### WHAT THE TASK REQUIRES
Within this material, find every line where the string "headline" appears, and copy it out.

-------

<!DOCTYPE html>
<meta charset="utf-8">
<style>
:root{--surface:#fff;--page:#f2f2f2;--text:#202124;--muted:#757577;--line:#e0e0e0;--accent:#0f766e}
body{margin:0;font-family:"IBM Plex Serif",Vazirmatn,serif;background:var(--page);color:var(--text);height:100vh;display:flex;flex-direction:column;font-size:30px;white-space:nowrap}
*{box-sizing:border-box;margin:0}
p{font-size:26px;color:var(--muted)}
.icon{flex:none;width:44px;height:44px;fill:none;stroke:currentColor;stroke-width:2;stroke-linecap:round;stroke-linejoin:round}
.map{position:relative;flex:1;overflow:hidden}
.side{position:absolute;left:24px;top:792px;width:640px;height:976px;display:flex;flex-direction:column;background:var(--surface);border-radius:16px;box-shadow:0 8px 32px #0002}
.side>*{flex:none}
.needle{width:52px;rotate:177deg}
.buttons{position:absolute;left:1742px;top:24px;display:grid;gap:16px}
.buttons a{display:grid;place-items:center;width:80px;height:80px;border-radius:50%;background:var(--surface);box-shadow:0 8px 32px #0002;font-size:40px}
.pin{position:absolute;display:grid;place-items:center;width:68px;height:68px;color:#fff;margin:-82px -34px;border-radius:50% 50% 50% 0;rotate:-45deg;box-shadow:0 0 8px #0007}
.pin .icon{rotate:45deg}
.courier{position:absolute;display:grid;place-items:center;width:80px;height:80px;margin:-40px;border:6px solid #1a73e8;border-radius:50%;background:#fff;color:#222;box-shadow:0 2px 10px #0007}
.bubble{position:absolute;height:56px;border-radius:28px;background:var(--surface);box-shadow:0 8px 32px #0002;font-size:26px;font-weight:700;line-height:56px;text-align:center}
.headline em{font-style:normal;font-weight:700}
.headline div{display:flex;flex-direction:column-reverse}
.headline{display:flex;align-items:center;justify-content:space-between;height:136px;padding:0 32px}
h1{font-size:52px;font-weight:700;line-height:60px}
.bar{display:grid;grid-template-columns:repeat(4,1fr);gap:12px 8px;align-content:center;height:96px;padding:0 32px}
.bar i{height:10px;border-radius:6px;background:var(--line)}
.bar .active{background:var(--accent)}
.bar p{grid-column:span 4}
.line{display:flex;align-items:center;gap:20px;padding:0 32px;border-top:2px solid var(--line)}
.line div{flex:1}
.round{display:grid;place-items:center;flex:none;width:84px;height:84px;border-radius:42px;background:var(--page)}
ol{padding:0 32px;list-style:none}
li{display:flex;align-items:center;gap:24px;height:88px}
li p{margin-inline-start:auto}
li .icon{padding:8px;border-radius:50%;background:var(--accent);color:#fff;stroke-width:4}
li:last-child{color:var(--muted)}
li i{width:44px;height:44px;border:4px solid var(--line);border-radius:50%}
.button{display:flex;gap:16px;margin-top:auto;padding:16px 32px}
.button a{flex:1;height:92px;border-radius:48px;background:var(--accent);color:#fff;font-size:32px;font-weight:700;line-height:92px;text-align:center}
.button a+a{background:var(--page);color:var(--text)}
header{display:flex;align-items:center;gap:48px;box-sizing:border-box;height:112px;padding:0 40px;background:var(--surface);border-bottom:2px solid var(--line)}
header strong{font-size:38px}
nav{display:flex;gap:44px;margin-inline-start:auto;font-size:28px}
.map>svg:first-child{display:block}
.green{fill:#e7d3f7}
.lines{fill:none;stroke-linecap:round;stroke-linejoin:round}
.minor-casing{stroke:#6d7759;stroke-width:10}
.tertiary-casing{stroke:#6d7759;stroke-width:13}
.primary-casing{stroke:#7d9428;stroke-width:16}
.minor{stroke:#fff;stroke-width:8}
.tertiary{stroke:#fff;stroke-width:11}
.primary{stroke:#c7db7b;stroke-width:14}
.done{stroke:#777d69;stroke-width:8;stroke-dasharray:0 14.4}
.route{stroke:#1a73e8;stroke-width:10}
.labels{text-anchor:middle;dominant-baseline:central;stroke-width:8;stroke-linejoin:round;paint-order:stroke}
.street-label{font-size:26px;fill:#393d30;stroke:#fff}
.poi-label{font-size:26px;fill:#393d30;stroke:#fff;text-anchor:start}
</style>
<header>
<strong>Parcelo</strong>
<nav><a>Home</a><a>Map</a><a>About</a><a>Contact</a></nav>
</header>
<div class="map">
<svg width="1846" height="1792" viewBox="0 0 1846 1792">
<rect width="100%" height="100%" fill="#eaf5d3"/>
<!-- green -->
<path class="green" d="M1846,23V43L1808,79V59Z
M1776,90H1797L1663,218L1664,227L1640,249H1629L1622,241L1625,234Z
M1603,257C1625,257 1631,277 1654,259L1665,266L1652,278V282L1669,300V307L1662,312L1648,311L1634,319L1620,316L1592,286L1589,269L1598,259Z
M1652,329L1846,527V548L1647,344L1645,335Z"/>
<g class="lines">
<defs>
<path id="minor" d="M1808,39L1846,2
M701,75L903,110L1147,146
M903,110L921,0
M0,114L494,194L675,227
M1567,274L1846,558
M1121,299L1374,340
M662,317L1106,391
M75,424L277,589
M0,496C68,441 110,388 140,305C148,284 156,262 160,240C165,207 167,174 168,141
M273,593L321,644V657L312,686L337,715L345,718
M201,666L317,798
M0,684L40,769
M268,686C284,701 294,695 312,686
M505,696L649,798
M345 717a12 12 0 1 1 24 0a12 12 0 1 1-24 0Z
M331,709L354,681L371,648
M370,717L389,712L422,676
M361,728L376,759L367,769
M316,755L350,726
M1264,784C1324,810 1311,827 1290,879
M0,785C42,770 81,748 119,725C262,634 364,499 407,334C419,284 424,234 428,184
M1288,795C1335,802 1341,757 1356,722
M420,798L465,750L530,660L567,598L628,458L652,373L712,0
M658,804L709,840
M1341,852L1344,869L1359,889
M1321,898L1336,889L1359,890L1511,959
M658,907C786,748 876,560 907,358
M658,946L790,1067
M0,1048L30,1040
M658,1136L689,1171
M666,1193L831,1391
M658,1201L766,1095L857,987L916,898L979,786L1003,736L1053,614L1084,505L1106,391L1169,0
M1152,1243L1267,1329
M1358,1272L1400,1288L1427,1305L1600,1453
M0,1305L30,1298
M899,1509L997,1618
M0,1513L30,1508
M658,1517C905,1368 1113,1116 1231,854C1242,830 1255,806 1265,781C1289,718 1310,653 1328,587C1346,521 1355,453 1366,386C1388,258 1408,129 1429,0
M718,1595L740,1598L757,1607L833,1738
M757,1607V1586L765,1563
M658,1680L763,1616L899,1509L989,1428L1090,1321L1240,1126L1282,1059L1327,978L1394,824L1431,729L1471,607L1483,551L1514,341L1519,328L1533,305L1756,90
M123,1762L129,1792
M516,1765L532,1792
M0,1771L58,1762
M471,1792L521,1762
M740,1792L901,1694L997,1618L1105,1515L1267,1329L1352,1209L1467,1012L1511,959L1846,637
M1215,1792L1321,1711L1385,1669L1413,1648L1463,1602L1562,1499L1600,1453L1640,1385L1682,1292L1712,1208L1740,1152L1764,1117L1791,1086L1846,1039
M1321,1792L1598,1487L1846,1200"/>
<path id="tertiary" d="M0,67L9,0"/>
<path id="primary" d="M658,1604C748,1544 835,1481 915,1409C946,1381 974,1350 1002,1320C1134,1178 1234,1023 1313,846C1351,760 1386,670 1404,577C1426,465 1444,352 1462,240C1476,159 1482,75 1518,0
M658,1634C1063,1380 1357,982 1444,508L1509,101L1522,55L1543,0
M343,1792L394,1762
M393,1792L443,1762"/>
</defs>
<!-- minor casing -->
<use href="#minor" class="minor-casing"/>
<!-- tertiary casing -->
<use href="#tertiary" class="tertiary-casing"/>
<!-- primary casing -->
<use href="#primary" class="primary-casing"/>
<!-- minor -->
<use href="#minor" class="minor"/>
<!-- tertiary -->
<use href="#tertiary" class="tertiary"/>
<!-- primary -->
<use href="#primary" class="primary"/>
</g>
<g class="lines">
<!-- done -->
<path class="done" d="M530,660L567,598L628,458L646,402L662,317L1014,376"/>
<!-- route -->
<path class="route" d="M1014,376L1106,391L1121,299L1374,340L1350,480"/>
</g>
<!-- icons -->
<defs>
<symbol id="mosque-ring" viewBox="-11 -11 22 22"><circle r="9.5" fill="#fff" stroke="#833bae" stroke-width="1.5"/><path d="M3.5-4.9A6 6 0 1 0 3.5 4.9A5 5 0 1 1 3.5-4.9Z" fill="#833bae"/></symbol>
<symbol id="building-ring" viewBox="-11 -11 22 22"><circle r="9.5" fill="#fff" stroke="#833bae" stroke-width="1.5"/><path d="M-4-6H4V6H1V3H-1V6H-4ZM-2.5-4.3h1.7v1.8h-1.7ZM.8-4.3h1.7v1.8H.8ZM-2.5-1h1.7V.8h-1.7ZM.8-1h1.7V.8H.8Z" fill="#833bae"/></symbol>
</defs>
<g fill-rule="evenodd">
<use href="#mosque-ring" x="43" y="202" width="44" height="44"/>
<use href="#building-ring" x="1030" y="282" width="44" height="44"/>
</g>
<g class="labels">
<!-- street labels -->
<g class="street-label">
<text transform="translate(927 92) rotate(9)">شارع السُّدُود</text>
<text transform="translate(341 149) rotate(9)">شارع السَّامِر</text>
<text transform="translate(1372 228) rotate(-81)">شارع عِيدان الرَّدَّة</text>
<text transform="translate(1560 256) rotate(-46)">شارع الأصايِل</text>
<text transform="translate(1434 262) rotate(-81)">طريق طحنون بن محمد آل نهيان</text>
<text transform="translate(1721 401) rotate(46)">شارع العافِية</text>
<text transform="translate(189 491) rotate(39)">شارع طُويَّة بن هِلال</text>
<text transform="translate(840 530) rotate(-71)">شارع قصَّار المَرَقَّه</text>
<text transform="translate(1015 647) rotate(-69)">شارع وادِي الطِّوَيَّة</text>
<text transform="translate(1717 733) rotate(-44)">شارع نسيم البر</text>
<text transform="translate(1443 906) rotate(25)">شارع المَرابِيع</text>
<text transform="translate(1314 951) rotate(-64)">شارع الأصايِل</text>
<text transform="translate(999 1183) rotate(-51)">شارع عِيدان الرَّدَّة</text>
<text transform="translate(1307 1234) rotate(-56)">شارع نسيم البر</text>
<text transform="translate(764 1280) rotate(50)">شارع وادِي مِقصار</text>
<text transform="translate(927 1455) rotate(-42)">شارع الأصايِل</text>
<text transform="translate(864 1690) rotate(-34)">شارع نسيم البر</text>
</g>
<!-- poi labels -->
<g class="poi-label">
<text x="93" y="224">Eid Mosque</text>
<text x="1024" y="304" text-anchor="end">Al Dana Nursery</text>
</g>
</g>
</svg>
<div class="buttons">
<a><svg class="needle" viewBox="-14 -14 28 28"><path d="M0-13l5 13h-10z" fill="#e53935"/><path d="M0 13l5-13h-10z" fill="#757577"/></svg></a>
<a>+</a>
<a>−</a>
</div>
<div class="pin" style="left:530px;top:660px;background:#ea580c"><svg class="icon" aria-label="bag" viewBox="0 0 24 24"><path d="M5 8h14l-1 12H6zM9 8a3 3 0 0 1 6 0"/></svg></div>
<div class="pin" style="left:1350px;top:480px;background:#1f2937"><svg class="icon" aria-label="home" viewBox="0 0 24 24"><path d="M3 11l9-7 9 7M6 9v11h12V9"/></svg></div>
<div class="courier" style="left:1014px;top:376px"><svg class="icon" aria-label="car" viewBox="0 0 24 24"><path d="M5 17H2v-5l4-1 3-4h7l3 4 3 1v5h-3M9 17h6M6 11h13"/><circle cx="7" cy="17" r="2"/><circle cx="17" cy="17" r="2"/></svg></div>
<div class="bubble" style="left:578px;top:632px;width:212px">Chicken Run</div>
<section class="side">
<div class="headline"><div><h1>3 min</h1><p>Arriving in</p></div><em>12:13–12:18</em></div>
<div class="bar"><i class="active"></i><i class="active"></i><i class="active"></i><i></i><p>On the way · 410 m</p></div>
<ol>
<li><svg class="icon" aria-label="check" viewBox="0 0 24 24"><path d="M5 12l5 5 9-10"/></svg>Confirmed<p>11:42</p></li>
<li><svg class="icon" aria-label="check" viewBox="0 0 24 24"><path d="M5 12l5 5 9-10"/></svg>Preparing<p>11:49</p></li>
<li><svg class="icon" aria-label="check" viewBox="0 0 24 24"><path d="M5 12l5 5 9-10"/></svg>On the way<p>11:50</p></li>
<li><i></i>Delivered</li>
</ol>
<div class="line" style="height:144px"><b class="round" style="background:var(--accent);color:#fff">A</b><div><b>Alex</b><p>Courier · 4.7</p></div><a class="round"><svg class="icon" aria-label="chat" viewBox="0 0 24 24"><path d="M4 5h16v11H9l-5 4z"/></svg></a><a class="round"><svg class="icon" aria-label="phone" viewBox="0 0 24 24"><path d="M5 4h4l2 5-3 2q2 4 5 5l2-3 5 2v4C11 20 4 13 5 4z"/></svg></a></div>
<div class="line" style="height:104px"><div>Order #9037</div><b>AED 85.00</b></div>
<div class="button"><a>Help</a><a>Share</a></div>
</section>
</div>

-------

### EXERCISE OUTPUT
.headline em{font-style:normal;font-weight:700}
.headline div{display:flex;flex-direction:column-reverse}
.headline{display:flex;align-items:center;justify-content:space-between;height:136px;padding:0 32px}
<div class="headline"><div><h1>3 min</h1><p>Arriving in</p></div><em>12:13–12:18</em></div>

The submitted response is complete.